En Romans-sur-Isère,
el intento de pogromo salió mal. Los neonazis fueron interceptados por varios
vecinos, y se abortó la cacería. Uno de ellos acabó desnudo en la calle. Otro,
malherido en un hospital. Otros dos, exhibidos en redes sociales junto a sus
teléfonos móviles, que sus captores mostraban para demostrar que eran miembros
de grupos nazis, que estaban perfectamente organizados y coordinados para la
cacería. "Solo quiero irme a casa", decía uno de ellos cuando le
mostraban los chats con la cara de Hitler en los que prometían una guerra
racial y llamaban a matar moros.
El joven que luce
un brazalete con una esvástica en esa foto que filtraron los chavales de
Romans-sur-Isère de uno de los dos nazis cazados, no es más que un hijo sano de
Occidente.
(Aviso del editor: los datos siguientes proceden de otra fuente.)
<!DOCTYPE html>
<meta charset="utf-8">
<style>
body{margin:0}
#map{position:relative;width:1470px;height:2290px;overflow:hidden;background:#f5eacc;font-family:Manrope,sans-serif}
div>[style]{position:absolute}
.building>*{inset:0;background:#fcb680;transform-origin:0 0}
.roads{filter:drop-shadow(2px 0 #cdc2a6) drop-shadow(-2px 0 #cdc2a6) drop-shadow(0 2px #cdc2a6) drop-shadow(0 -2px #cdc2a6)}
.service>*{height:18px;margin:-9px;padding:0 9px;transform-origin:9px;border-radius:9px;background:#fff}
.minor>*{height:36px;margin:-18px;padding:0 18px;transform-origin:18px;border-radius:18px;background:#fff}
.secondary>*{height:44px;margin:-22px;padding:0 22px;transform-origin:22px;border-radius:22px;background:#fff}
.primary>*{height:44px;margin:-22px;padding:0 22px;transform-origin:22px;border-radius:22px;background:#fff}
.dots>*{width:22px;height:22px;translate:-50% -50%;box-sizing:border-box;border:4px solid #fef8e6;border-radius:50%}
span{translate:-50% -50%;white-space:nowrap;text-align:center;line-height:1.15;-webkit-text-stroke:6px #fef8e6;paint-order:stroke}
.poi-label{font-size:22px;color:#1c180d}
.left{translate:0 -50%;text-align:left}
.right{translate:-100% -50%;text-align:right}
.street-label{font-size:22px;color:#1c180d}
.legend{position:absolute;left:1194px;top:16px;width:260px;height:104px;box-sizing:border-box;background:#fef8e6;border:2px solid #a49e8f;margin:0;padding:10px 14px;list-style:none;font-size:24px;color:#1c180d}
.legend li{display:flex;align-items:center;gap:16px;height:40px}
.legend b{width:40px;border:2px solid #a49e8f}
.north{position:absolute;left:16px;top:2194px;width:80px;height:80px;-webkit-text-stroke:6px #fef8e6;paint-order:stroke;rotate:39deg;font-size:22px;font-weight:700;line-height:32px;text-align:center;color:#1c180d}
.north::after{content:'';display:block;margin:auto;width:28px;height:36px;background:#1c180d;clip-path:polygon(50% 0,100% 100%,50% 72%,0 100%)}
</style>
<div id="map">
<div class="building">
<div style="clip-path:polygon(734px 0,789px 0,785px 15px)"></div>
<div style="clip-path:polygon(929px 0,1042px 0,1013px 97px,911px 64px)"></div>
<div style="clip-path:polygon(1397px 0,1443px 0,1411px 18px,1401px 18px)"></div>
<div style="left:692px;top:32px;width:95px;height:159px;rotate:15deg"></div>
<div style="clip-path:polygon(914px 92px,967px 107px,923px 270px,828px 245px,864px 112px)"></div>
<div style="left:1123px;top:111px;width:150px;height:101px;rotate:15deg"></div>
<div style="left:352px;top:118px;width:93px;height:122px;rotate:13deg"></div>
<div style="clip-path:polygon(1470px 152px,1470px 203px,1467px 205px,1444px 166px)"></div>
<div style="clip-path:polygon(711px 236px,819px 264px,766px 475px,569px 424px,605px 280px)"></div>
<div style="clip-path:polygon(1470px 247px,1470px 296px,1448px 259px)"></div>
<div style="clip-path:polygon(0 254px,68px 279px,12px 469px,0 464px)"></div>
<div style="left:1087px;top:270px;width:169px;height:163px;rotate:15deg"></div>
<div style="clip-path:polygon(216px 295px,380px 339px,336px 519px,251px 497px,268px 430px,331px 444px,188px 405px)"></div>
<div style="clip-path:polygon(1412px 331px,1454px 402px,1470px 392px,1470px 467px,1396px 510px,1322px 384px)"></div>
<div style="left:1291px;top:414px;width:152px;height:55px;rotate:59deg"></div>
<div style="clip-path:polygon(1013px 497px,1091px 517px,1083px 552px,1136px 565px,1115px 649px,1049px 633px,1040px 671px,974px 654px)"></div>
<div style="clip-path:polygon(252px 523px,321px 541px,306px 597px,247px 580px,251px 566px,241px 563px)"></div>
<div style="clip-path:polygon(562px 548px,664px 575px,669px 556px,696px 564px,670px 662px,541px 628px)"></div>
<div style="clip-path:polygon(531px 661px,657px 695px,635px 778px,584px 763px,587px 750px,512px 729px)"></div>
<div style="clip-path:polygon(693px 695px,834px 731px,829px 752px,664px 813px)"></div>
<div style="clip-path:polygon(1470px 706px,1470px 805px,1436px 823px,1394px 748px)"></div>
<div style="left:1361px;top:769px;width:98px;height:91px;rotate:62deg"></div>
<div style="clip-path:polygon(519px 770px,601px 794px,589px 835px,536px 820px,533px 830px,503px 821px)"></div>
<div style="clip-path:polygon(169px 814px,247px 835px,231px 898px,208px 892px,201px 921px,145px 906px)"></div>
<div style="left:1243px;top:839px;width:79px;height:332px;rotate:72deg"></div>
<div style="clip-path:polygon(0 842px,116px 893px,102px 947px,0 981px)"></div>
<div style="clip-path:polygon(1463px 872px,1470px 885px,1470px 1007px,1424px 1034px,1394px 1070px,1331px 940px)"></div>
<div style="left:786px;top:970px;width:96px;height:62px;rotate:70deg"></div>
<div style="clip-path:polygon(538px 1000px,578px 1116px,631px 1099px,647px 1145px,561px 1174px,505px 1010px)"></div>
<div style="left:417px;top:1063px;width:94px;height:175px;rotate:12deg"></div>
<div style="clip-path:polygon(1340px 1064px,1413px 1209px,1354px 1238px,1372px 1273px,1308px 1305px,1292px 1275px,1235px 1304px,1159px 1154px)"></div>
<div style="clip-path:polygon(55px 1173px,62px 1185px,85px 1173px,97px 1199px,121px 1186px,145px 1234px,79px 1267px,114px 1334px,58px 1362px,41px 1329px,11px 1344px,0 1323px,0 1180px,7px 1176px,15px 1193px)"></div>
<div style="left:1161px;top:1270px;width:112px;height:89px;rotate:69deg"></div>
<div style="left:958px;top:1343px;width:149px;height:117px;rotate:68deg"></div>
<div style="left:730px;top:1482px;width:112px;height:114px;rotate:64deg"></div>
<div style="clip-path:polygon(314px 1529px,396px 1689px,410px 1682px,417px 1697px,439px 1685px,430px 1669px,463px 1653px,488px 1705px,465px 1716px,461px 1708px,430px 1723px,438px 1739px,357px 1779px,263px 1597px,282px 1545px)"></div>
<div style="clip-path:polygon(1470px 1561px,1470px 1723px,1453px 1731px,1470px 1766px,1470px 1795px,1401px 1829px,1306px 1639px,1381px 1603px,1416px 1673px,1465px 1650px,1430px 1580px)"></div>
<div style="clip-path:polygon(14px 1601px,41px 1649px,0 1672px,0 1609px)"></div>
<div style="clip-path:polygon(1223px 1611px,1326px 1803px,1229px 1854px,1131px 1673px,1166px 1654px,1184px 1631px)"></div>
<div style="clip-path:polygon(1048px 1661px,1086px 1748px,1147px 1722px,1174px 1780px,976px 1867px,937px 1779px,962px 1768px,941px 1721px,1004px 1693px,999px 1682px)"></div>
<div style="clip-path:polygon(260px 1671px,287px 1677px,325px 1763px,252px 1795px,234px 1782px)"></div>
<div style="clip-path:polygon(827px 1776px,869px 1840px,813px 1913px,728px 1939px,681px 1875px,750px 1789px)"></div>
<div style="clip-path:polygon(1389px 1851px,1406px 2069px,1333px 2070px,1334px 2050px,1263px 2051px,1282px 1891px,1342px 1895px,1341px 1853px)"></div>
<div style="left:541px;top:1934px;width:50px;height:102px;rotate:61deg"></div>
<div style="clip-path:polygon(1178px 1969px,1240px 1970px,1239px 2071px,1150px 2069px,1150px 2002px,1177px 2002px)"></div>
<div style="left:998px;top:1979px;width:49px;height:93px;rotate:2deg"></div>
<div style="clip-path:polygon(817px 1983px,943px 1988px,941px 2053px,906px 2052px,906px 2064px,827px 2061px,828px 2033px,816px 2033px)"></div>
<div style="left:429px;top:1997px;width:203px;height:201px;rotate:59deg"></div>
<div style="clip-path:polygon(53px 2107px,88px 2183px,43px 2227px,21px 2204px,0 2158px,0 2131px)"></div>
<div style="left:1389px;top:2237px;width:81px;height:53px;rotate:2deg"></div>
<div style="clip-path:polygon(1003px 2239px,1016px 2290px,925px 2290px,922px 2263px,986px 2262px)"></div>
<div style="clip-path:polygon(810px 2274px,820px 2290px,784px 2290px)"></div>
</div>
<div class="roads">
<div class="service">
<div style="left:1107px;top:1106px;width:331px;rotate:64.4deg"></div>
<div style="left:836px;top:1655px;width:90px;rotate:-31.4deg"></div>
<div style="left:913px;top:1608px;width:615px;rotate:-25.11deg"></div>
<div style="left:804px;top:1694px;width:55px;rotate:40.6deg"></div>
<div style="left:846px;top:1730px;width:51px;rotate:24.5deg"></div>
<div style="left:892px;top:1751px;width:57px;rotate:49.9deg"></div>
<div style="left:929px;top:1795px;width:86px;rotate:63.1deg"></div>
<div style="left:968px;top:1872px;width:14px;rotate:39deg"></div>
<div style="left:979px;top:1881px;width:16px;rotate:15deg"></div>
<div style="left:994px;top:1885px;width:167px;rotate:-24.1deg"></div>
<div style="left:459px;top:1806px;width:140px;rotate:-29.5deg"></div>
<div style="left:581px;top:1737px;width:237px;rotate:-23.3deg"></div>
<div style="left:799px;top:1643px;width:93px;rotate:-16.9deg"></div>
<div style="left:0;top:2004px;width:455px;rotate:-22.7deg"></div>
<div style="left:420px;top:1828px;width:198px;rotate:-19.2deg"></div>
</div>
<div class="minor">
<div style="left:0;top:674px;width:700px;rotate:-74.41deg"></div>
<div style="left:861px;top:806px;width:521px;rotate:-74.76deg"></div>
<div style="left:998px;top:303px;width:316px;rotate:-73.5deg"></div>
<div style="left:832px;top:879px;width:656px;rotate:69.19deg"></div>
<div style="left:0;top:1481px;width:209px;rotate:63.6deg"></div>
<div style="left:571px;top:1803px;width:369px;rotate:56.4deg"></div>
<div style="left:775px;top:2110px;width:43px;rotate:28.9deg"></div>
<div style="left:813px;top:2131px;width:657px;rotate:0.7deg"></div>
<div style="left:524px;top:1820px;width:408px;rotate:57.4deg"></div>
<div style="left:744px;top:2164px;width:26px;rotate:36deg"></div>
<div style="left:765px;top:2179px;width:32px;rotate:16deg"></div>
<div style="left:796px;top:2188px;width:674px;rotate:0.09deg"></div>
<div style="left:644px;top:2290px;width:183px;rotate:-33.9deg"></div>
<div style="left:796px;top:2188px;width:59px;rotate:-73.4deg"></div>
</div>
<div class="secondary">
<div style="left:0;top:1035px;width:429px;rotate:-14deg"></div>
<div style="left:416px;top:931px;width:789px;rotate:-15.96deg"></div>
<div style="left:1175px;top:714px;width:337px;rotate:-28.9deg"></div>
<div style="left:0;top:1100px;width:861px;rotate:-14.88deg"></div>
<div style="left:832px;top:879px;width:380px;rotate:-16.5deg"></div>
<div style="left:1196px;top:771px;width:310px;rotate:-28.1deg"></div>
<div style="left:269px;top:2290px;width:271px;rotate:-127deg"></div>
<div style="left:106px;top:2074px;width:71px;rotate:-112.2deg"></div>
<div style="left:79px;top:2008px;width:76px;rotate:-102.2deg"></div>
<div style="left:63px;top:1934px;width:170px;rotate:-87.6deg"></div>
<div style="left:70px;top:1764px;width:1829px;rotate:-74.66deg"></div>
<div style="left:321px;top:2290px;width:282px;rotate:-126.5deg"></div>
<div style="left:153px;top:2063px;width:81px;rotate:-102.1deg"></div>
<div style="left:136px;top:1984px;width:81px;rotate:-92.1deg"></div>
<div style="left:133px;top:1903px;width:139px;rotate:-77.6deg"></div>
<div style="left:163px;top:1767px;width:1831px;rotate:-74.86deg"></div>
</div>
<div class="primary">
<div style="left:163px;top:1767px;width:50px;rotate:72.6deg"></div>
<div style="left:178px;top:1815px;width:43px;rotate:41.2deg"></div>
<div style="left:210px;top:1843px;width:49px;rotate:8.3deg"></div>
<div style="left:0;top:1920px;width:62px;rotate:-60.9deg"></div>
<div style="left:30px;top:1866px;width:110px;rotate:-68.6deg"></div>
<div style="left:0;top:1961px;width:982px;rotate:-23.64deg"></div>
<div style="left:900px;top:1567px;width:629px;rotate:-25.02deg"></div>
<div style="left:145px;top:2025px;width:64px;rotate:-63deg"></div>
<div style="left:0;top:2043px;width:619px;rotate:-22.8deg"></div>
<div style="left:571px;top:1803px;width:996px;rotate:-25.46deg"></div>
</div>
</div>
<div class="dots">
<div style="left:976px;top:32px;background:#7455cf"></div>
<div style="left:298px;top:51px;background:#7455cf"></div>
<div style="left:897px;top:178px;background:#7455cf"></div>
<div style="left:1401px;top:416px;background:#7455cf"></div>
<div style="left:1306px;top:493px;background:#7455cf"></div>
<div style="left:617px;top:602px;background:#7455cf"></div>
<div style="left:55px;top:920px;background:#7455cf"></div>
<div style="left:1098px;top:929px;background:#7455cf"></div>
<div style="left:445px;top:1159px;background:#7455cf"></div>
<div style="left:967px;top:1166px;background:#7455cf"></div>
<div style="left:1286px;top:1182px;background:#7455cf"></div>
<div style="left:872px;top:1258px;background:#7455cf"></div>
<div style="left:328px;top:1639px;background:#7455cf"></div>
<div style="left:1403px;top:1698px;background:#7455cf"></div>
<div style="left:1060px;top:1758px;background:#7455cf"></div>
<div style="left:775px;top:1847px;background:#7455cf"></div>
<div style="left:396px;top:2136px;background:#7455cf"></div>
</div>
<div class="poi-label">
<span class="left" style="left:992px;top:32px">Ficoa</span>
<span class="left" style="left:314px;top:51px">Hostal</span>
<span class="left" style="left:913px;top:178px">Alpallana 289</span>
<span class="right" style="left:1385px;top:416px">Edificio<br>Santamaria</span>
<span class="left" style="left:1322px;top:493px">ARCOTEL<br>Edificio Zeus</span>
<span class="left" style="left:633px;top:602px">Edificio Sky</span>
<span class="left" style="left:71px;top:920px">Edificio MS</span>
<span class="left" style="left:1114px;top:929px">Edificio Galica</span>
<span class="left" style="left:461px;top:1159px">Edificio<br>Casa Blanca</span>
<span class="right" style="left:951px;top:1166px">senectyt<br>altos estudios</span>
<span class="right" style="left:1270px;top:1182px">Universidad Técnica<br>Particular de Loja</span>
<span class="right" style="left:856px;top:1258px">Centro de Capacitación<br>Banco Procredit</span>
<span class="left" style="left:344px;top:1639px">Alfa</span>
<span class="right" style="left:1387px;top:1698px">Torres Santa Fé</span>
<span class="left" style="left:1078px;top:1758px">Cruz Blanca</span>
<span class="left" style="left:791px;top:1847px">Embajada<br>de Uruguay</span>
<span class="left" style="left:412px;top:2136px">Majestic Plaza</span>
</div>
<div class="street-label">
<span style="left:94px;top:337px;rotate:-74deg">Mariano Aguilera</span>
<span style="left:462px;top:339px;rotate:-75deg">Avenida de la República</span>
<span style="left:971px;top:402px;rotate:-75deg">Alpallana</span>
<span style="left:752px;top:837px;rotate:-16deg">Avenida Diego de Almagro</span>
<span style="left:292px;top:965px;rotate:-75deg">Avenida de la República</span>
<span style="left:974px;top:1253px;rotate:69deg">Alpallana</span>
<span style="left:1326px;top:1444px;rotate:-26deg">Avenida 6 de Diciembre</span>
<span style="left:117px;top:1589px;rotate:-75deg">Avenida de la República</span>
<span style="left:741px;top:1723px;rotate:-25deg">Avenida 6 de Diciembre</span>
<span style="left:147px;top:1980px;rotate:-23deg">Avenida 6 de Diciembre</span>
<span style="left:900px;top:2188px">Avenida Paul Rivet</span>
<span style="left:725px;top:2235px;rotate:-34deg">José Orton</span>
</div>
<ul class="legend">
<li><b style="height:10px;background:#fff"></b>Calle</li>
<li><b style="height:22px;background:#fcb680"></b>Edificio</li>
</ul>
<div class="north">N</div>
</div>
Un chavalote que dice lo mismo que esos políticos que ganan
elecciones y son ya figuras respetables. Alguien que se tomó al pie de la letra
las advertencias que esas figuras mediáticas hacen todos los días en varias
tertulias, en las que hablan sobre el Gran Reemplazo y la guerra racial en
marcha. Lo único es que, ya se sabe, de joven lo quieres todo: genocidios,
hornos crematorios y todo eso. Pero luego te haces mayor y ya no necesitas
lucir el brazalete.
La ultraderecha
insiste, y ya ha intentado resarcir la humillación de sus cachorros del otro
día desfilando de nuevo en otras ciudades como Rennes o Lyon. Prometen guerra,
mientras políticos y medios de derechas añaden leña al fuego insistiendo en la
imposible convivencia y la recurrente inseguridad que justifica cualquier cosa.
Mientras, en
España, las protestas de Ferraz se deshinchan y se convierten ya en barbacoas o
en un escaparate de freaks. Tras casi un centenar de detenidos y un repliegue a
los chats de Telegram, el autodenominado Noviembre Nacional está a punto de
tropezarse con la Navidad, con el frío invernal y con el arranque de la nueva
legislatura.
Pero no todo son
malas noticias para ellos. Esta semana, la ultraderecha ha ganado las
elecciones en los Países Bajos. Está por ver si logrará formar gobierno, pero
ahí está. Igual que en muchos otros países, acariciando el poder o participando
en él. Hace tiempo que, para algunos, la extrema derecha dejó de ser el cuñado
borracho. Ahora, todos consumen esa mierda, todos hacen esos chistes y algunos
ya lo invitan a todas las fiestas. Los gobiernos que todavía no están tomados
por la extrema derecha, legislan y actúan cada vez más condicionados por los
discursos de la extrema derecha. La hija de Le Pen, el de las cámaras de gas
como anécdota, está a punto de tomar el poder en Francia. Y es una de las que,
como en Rostock, en Mölln, en El Ejido o en Aravaca, apunta a la inmigración
constantemente. Y son los chavales, los que luego se fotografían con el
brazalete nazi, los que actúan en consecuencia.